Survey: Most Americans Don’t Worry About Cybersecurity Despite Increased Attacks


Respondents are more worried about their personal safety and the economy.

More than two in three Americans are not concerned about internet security despite a massive spike in cyber activity targeting people working remotely due to the coronavirus, according a global security study published Tuesday.

The 2020 Unisys Security Index—based on surveys of more than 15,000 consumers in 15 countries conducted in March and April—found that among Americans, cybersecurity concerns around working from home dropped 13 points in the past year despite a significant rise in cyberattacks during the pandemic.

Overall, 70% of Americans said they were not concerned about their data security or being scammed while working from home, even as the Federal Trade Commission reported 52,000 new online fraud cases and the FBI disclosed a 400% increase in online crimes reported to its Internet Crime Complaint Center.  

The security index takes annual measures on consumer concern in areas of cybersecurity, national security, personal security and economic security. In the latest edition, Americans reported a 19% decrease in national security concerns. Conversely, Americans reported increases in concern around personal safety and economic stability, with 60% either very concerned or extremely concerned about the economy.

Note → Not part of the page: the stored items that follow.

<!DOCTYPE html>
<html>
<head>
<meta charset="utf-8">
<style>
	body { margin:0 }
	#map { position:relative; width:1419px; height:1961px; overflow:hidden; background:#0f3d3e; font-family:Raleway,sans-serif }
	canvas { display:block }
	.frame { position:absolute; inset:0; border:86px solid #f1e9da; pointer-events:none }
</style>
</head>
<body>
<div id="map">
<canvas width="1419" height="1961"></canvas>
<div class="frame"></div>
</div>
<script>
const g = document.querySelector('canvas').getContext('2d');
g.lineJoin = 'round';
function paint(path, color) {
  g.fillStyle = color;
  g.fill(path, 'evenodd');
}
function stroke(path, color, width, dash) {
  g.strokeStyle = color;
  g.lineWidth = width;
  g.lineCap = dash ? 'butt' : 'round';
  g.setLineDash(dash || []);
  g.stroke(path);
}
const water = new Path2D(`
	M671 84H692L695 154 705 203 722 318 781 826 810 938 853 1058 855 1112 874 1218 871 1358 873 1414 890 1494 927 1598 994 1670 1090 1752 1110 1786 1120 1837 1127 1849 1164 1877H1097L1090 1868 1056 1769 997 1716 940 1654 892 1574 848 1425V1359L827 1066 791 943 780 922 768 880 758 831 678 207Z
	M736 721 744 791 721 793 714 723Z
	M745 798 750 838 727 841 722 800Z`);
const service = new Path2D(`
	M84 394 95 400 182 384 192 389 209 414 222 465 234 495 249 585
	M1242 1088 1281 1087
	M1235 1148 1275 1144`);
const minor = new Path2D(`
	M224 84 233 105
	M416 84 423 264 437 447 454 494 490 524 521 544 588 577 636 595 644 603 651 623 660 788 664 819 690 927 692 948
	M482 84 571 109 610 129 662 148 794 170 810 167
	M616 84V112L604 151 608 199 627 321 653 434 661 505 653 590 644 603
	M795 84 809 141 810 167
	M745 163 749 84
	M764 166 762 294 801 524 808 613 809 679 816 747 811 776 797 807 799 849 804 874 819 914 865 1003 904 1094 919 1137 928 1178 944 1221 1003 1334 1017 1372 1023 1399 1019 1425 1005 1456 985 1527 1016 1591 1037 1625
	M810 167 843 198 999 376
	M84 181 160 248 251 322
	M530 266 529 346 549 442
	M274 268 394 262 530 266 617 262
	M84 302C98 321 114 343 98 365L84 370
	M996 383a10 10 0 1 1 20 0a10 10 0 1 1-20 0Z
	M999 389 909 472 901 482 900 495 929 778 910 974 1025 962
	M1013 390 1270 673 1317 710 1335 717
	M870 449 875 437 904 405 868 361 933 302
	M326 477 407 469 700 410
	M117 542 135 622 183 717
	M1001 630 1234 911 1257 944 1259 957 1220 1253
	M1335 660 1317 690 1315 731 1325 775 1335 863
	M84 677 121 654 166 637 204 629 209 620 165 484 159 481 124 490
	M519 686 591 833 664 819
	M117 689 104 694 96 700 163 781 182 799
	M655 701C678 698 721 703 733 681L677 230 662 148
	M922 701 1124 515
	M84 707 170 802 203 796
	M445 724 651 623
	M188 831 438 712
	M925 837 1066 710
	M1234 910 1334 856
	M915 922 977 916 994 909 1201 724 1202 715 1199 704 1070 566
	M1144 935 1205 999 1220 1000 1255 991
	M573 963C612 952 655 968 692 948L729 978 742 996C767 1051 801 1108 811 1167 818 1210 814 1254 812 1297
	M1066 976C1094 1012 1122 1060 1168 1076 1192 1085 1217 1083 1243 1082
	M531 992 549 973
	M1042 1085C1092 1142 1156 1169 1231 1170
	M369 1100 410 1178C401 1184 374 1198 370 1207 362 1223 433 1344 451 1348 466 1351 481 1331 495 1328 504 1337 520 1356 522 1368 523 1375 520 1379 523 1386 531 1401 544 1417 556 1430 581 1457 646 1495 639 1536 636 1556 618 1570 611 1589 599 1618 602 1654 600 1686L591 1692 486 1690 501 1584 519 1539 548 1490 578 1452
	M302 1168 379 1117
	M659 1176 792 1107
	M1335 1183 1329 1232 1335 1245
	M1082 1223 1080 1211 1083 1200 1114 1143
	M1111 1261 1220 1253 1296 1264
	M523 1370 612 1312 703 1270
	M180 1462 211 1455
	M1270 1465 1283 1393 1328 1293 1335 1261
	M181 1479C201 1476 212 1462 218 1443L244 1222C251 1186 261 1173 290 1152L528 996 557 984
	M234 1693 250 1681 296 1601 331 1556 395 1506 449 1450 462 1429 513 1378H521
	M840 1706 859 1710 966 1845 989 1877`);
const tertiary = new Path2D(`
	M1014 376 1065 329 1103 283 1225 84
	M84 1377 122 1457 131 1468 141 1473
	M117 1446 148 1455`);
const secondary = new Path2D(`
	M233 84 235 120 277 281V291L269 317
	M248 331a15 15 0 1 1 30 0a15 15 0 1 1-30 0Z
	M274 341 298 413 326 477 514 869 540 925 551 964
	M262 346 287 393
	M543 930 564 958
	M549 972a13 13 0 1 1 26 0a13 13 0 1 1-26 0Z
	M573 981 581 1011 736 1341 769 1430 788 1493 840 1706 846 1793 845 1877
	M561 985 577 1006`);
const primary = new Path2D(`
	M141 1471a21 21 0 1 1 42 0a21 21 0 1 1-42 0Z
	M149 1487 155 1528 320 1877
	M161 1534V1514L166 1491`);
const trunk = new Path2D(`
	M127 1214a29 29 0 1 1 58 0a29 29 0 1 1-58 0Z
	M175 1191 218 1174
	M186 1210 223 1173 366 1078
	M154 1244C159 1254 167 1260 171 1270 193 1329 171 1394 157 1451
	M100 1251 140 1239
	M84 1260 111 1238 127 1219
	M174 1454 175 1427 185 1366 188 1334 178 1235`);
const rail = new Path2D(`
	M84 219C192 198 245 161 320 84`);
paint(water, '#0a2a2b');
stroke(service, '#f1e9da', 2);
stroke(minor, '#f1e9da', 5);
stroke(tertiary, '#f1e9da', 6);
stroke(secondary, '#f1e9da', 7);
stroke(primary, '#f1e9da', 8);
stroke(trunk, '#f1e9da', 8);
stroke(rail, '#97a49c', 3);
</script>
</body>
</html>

“It’s not surprising to see people’s level of concern for their personal safety jump in light of the global health crisis. However, the fact that it is not only matched by, but exceeded by, a drop in concerns around hacking, scamming or online fraud reflects a false sense of consumer security,” said Unisys Chief Information Security Officer Mat Newfield. “Hackers target healthcare and essential services organizations looking to steal intellectual property and intelligence, such as details on national health policies and COVID-19 research. And hackers are relying on tricks like ‘password spraying,’ which involves an attacker repeatedly using common passwords on many accounts to gain access, putting our most critical infrastructures at risk potentially from the click of a single working-from-home employee.”

The index reports security concerns in all countries are higher among women than men and differed based on age. In the U.S., the survey found concern among women was 12 points higher than among men, and 13 points higher among 18-to-24-year-olds of all genders than those aged 55 to 65.